Personaggio non giocante
Nei giochi di ruolo, i personaggi non giocanti o PNG (detti anche NPC, dall'inglese Non Playable Character) sono quelli che non sono utilizzati da nessun giocatore. Normalmente sono gestiti da colui che organizza il gioco (Dungeon Master, Narratore, ecc.). Tendenzialmente i PNG sono, a differenza di quelli giocanti (detti PG), statici: non cambiano nel tempo durante il gioco e spesso le interazioni con loro sono limitate.
[modifica] Nei giochi di ruolo tradizionali
Nei giochi di ruoli tradizionali, come Dungeons & Dragons, i PNG sono creati e manovrati dal Master. Un buon Master deve saper interpretare in modo coerente un gran numero di PNG, ciascuno con le proprie competenze, stato d'animo, e via dicendo. In questo tipo di giochi i PNG rappresentano tutte le possibilità di interazione esterna dei personaggi giocanti: amici, nemici, mercanti o semplici cittadini. Poiché nei giochi di ruolo tradizionali non è possibile per il Master creare una gamma troppo vasta di PNG ben elaborati (sarebbe difficile gestire un intero mondo con tutti i suoi abitanti contemporaneamente), spesso si tende a dividere i PNG "principali" (con una personalità complessa, capaci di interagire in molti modi con i personaggi giocanti) dai PNG "secondari" o "comparse" (con una personalità semplice e stereotipata e poche possibilità di interagire coi personaggi, hanno la funzione di fare da "sfondo" al gioco). PNG principali sono, ad esempio, gli alleati o i nemici più importanti dei giocatori, mentre quelli secondari possono essere mercanti, aiutanti occasionali, nemici casuali (come ad esempio una banda di predoni che attacca i giocatori). In questo tipo di giochi, i PNG principali possono essere elaborati tanto quanto i giocatori (e a volte anche di più, a seconda dell'abilità del Master): infatti , contrariamente a quanto accade per i videogiochi, è possibile che i PNG reagiscano ad ogni atteggiamento o azione dei PG secondo la propria mentalità, garantendo al gioco un notevole realismo.
[modifica] Nei videogiochi
Nei videogiochi di ruolo, i PNG sono controllati dall'intelligenza artificiale del gioco. I PNG rappresentano generalmente nemici da sconfiggere (in tal caso spesso detti anche "creep" oppure "mob") o amici con cui interagire, per esempio allo scopo di farsi assegnare le missioni (dette anche quest) che costituiscono lo svolgimento del gioco. Altre volte possono essere degli aiutanti, che vendono o scambiano merci od oggetti vari (vedi i mercanti in Diablo) e si rivelano a volte fondamentali per proseguire nell'avventura. In altri casi i PNG possono essere dei personaggi di supporto al protagonista, che possono diventare protagonisti veri e propri in determinate fasi di gioco (es. la figura di Mona Sax in Max Payne 2). Altre volte (come ad esempio in Summoner), il giocatore ha a disposizione numerosi personaggi, che può controllare ogniqualvolta lo desidera. I personaggi di supporto si limitano così a seguire il protagonista e ad aiutarlo durante i combattimenti o durante le missioni.

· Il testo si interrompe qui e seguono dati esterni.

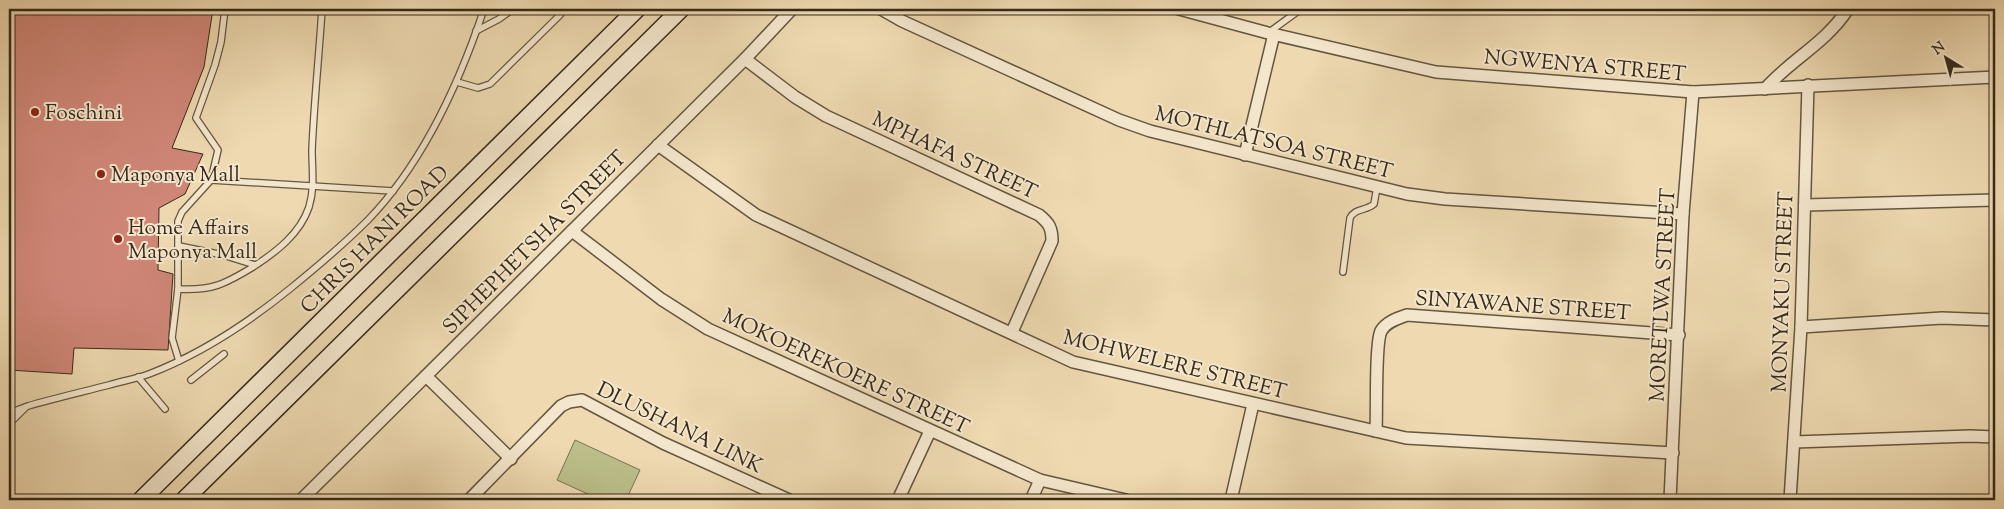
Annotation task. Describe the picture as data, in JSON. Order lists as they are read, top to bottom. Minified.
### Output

- La raffinatezza di molti videogiochi si può riscontrare proprio sul livello di elaboratezza dei PNG. I nemici che si possono incontrare in giochi come SWAT 4, Rainbow Six, Medal of Honor, ecc. devono assolutamente essere in grado di rispondere a determinati canoni di I.A. richiesti perché il gioco non si riveli ripetitivo o banale. Più un gioco è evoluto in questo campo, più vedremo PNG agire secondo quello che può sembrare un "istinto" proprio, come se fossero dei veri PG. Se i PNG sono poco elaborati o molto simili l'uno all'altro, penalizzano il gameplay e il realismo del gioco stesso.
[modifica] Nei giochi di ruolo dal vivo
Nel gioco di ruolo dal vivo, i PNG sono interpretati da altri giocatori secondo le direttive dei master o organizzatori del gioco; possono godere di minore o maggiore libertà d'azione, ma in ogni caso le loro caratteristiche, motivazioni, aspetto e comportamento sono definite a tavolino da chi organizza. Solitamente una parte dei giocatori, a turno, partecipa come PNG invece che interpretare il proprio personaggio, in modo che a ogni evento ci sia la disponibilità delle "comparse" necessarie.